Americans can now expect to live to about 79 years, but a substantial share of that life is spent in poorer health. One global analysis published in JAMA Network Open estimated the U.S. healthspan-lifespan gap at about 12.4 years — years lived with significant disease burden or disability. About three in four American adults have at least one chronic condition, and more than half have two or more. Medical researchers have a term for this gap: the difference between lifespan, which is simply how many years you live, and healthspan, which is how many of those years you spend free from serious chronic disease, disability, and poor quality of life. Closing that gap — helping people not just live longer but live well for more of those years — is arguably the most important public health challenge of the twenty-first century.

Most efforts to extend healthspan focus on diet, exercise, and medication — interventions that can be measured in grams, minutes, and milligrams. But what if part of the answer has been hiding in plain sight, in a psychological habit that costs nothing and has no side effects? That is the question a handful of researchers at Harvard, Singapore Management University, and institutions in the Netherlands, New Zealand, and China have been trying to answer. Their findings, drawn from studies involving more than 200,000 participants across multiple countries, are not simple. Some results are impressive. Others are mixed. A few are frankly null. This article examines all of them — the encouraging, the disappointing, and the genuinely uncertain — to answer a straightforward question: does feeling grateful actually help you live longer and healthier, and if so, how much?

How Gratitude Gets Under the Skin: The Biology of a Thankful Brain

To understand how a feeling in your mind could affect the health of your heart, your blood vessels, or your immune system, it helps to understand a concept that scientists call chronic low-grade inflammation. Think of your immune system like a smoke detector. When you get an infection or cut yourself, the alarm goes off — your body sends specialized cells to the site of the problem, causing redness, heat, and swelling. That is acute inflammation, and it is a healthy, necessary response. But in many people, especially as they age, the alarm starts ringing even when there is no fire. Low levels of immune activation persist for months or years, quietly damaging blood vessels, promoting insulin resistance (a condition where your body stops responding properly to the hormone that controls blood sugar), and contributing to the plaque buildup in arteries that leads to heart attacks and strokes. This slow-burning, silent alarm is what researchers mean when they talk about chronic inflammation, and it is now understood to play a role in nearly every major disease of aging.

One of the key molecules involved in this process is called interleukin-6, or IL-6 — a signaling molecule that your immune cells produce to communicate with each other. When IL-6 levels are elevated for long periods, it is a marker that the body’s inflammatory alarm system is stuck in the “on” position. Higher IL-6 levels have been linked to heart disease, type 2 diabetes, depression, and accelerated aging. What makes IL-6 particularly important for the gratitude story is that psychological stress — the kind caused by financial hardship, social isolation, or chronic worry — can drive IL-6 levels up. Your body does not distinguish very well between a physical threat and a psychological one; the same stress-response machinery gets activated either way.

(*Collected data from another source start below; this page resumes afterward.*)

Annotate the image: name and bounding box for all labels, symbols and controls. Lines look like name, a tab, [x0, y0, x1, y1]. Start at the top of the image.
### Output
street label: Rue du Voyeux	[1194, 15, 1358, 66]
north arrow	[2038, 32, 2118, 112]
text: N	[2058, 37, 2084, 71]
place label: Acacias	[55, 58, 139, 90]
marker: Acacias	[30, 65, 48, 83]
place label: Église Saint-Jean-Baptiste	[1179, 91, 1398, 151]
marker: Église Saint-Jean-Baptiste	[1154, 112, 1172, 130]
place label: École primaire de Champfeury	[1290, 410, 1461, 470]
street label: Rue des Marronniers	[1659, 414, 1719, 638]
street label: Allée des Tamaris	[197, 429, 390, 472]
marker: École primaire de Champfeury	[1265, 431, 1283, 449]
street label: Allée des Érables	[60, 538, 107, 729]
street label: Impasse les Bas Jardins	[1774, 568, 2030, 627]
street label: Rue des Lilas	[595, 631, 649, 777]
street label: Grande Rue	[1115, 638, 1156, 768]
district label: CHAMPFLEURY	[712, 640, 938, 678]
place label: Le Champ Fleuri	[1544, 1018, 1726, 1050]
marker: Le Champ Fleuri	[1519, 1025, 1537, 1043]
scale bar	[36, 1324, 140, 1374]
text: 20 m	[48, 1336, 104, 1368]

This is where gratitude enters the picture. Imagine your body’s stress-response system as a ledger. On one side, the debits: threats, losses, worries, daily hassles. On the other side, the credits: moments of connection, appreciation, safety, purpose. When the debits overwhelm the credits for months or years, the body pays a physiological price — elevated cortisol (the main stress hormone), elevated inflammatory markers, higher blood pressure, and disrupted sleep. Gratitude, the emerging evidence suggests, acts as a credit entry. It does not erase the debits — a grateful person still faces job loss, illness, and grief — but it may shift the balance enough to reduce the cumulative biological toll.

Researchers have identified at least four pathways through which this might work. First, gratitude appears to buffer the body’s stress response, dampening the cortisol surge that follows a perceived threat. Second, grateful people tend to engage in healthier behaviors — they eat better, exercise more, and are more likely to see a doctor when something is wrong. Third, there is early evidence that gratitude may improve autonomic flexibility — the ability of the heart and nervous system to shift smoothly between activation and rest, a capacity that is associated with cardiovascular resilience. Fourth, grateful people tend to maintain stronger social connections, and social connectedness is one of the most well-established predictors of longer life.

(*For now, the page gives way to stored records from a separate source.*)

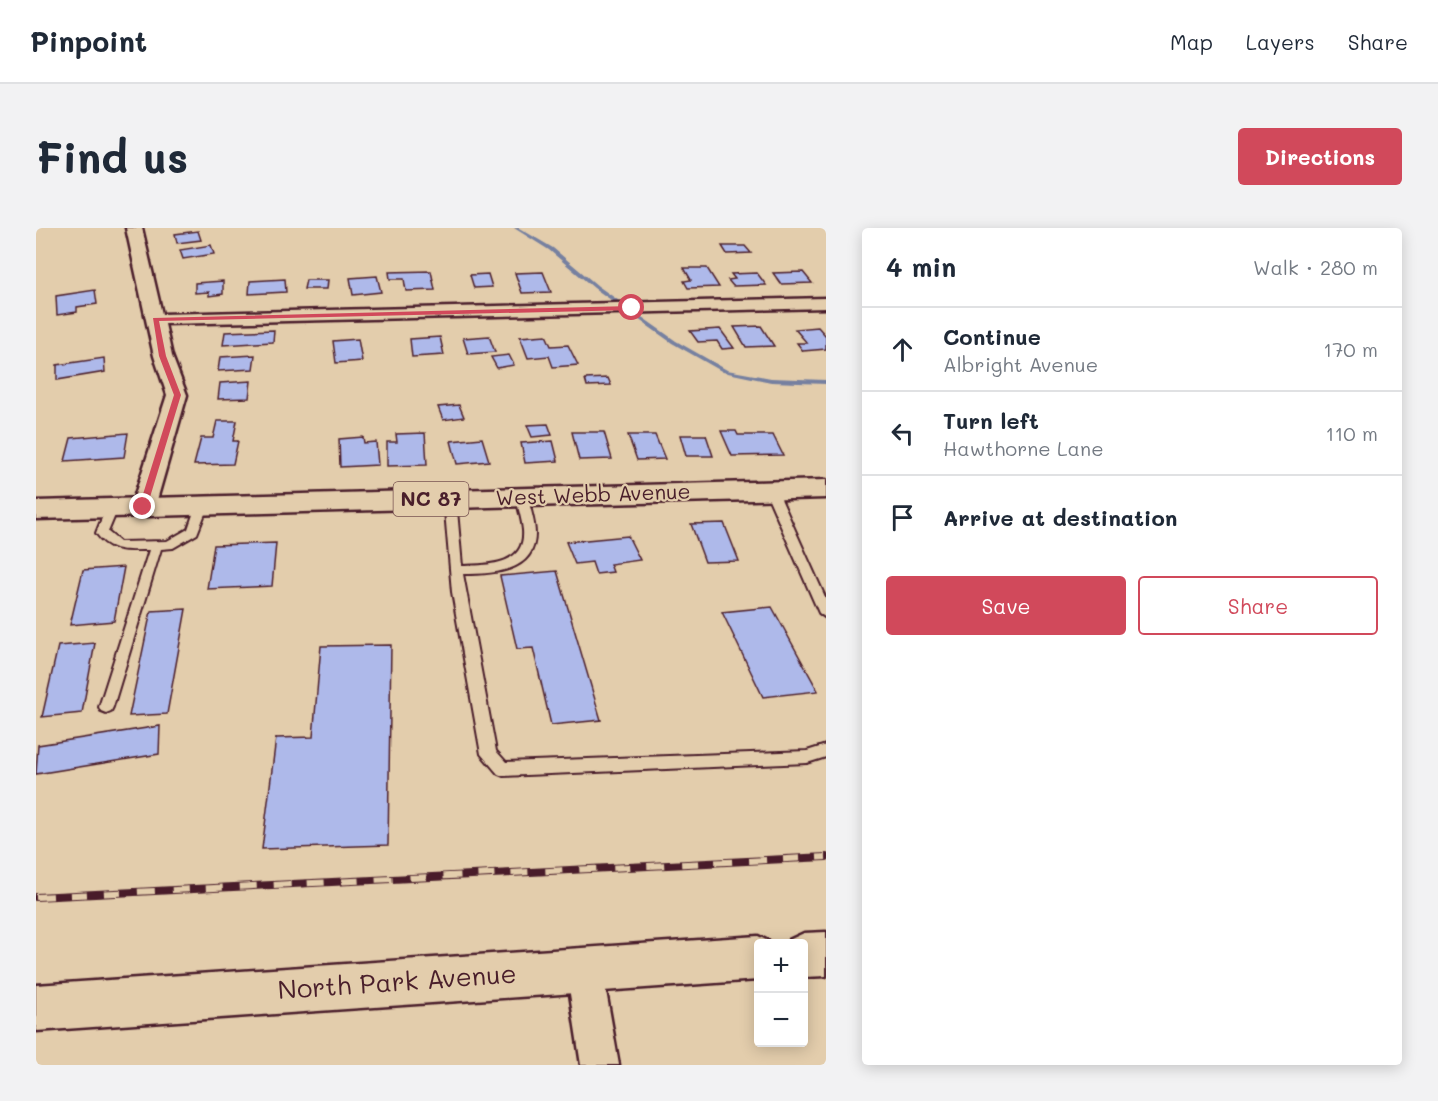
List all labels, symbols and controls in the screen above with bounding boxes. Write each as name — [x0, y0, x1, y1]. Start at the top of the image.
text: Pinpoint — [30, 23, 147, 59]
text: Map — [1170, 28, 1213, 55]
text: Layers — [1246, 28, 1315, 55]
text: Share — [1348, 28, 1408, 55]
button: Directions — [1238, 128, 1402, 185]
text: Find us — [36, 129, 188, 184]
text: 4 min — [886, 250, 956, 284]
text: Walk · 280 m — [1253, 254, 1378, 280]
route start — [618, 294, 644, 320]
text: Continue — [943, 322, 1041, 351]
icon: ahead — [886, 333, 919, 366]
text: 170 m — [1323, 336, 1378, 362]
text: Albright Avenue — [943, 351, 1098, 377]
text: Turn left — [943, 406, 1039, 435]
icon: left — [886, 417, 919, 450]
text: 110 m — [1325, 420, 1378, 446]
text: Hawthorne Lane — [943, 435, 1104, 461]
street label: West Webb Avenue — [495, 477, 691, 510]
road number: NC 87 — [394, 482, 468, 516]
route end — [129, 493, 155, 519]
icon: arrive — [886, 501, 919, 534]
text: Arrive at destination — [943, 503, 1178, 532]
button: Save — [886, 576, 1126, 635]
button: Share — [1138, 576, 1378, 635]
map controls — [754, 939, 808, 1047]
button: + — [754, 939, 808, 993]
street label: North Park Avenue — [276, 956, 517, 1006]
button: − — [754, 993, 808, 1047]

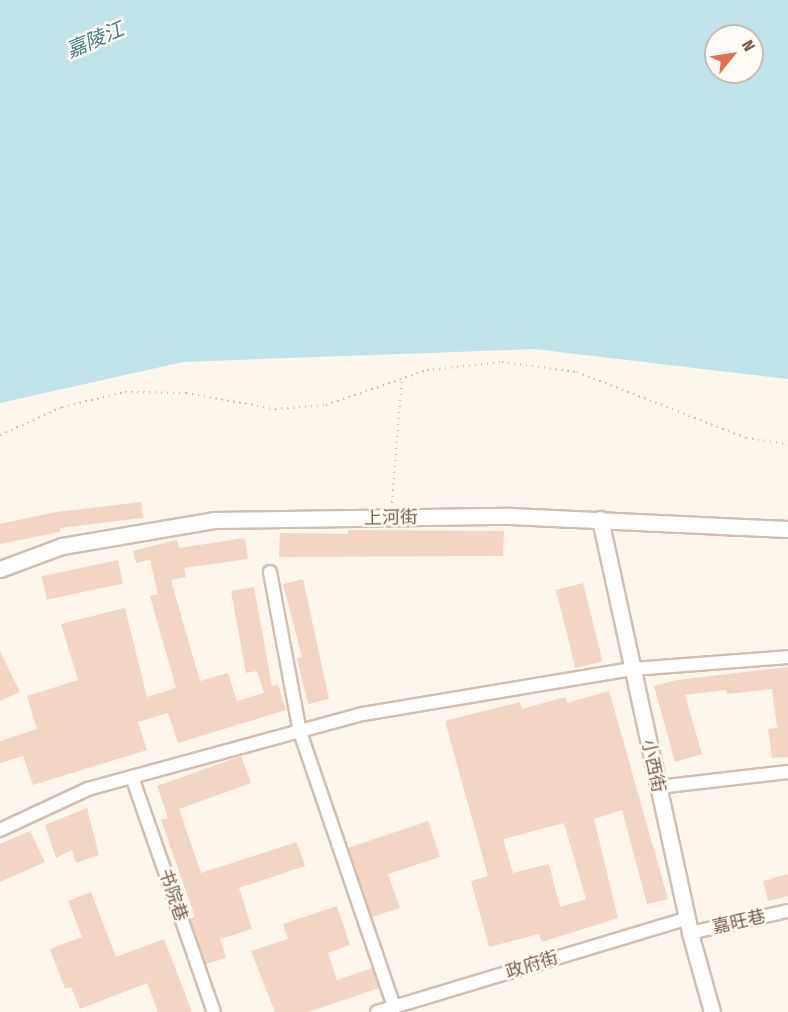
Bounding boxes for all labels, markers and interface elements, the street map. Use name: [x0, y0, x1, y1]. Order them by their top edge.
water label: 嘉陵江: [63, 17, 127, 63]
north arrow: [704, 24, 764, 84]
text: N: [738, 37, 759, 55]
street label: 上河街: [364, 507, 418, 529]
street label: 小西街: [637, 737, 669, 795]
street label: 书院巷: [154, 866, 192, 924]
street label: 嘉旺巷: [710, 905, 768, 939]
street label: 政府街: [503, 947, 561, 983]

None of these mechanisms has been definitively proven in large-scale experiments. They are plausible, supported by preliminary data, and consistent with each other — but they remain hypotheses, not established facts. With that caveat clearly in mind, let us turn to the evidence itself, building from the smallest and most preliminary studies to the largest and most rigorous.

What the Research Actually Shows

The First Clues: Biomarkers, Inflammation, and the Heart

The earliest pieces of evidence linking gratitude to physical health come from relatively small studies that measured biomarkers — substances in the blood that serve as indicators of what is happening inside the body. These are observational studies, meaning the researchers measured what existed rather than experimentally changing anything. Observational studies can reveal patterns and associations, but they cannot prove that one thing caused another. With that important limitation in mind, here is what they found.

Andree Hartanto, PhD, and colleagues at Singapore Management University published a study in Scientific Reports in 2019 examining 1,054 midlife American adults from the MIDUS study — a large, nationally representative survey of health and well-being. They measured dispositional gratitude and tested its association with IL-6, the inflammatory marker described earlier. The main finding was a null: gratitude did not directly lower IL-6 levels for the population as a whole. But the more interesting finding was what statisticians call a moderation effect — a pattern where the effect of one variable depends on the level of another. Among people with low gratitude, the well-known gradient held: lower socioeconomic status predicted higher inflammation. Among people with high gratitude, that gradient disappeared entirely. Gratitude, in other words, did not lower inflammation universally, but it appeared to protect the people most vulnerable to the physiological toll of economic disadvantage. Evidence quality: PRELIMINARY, because this is a single cross-sectional study (one snapshot in time), which cannot establish that gratitude caused the moderation.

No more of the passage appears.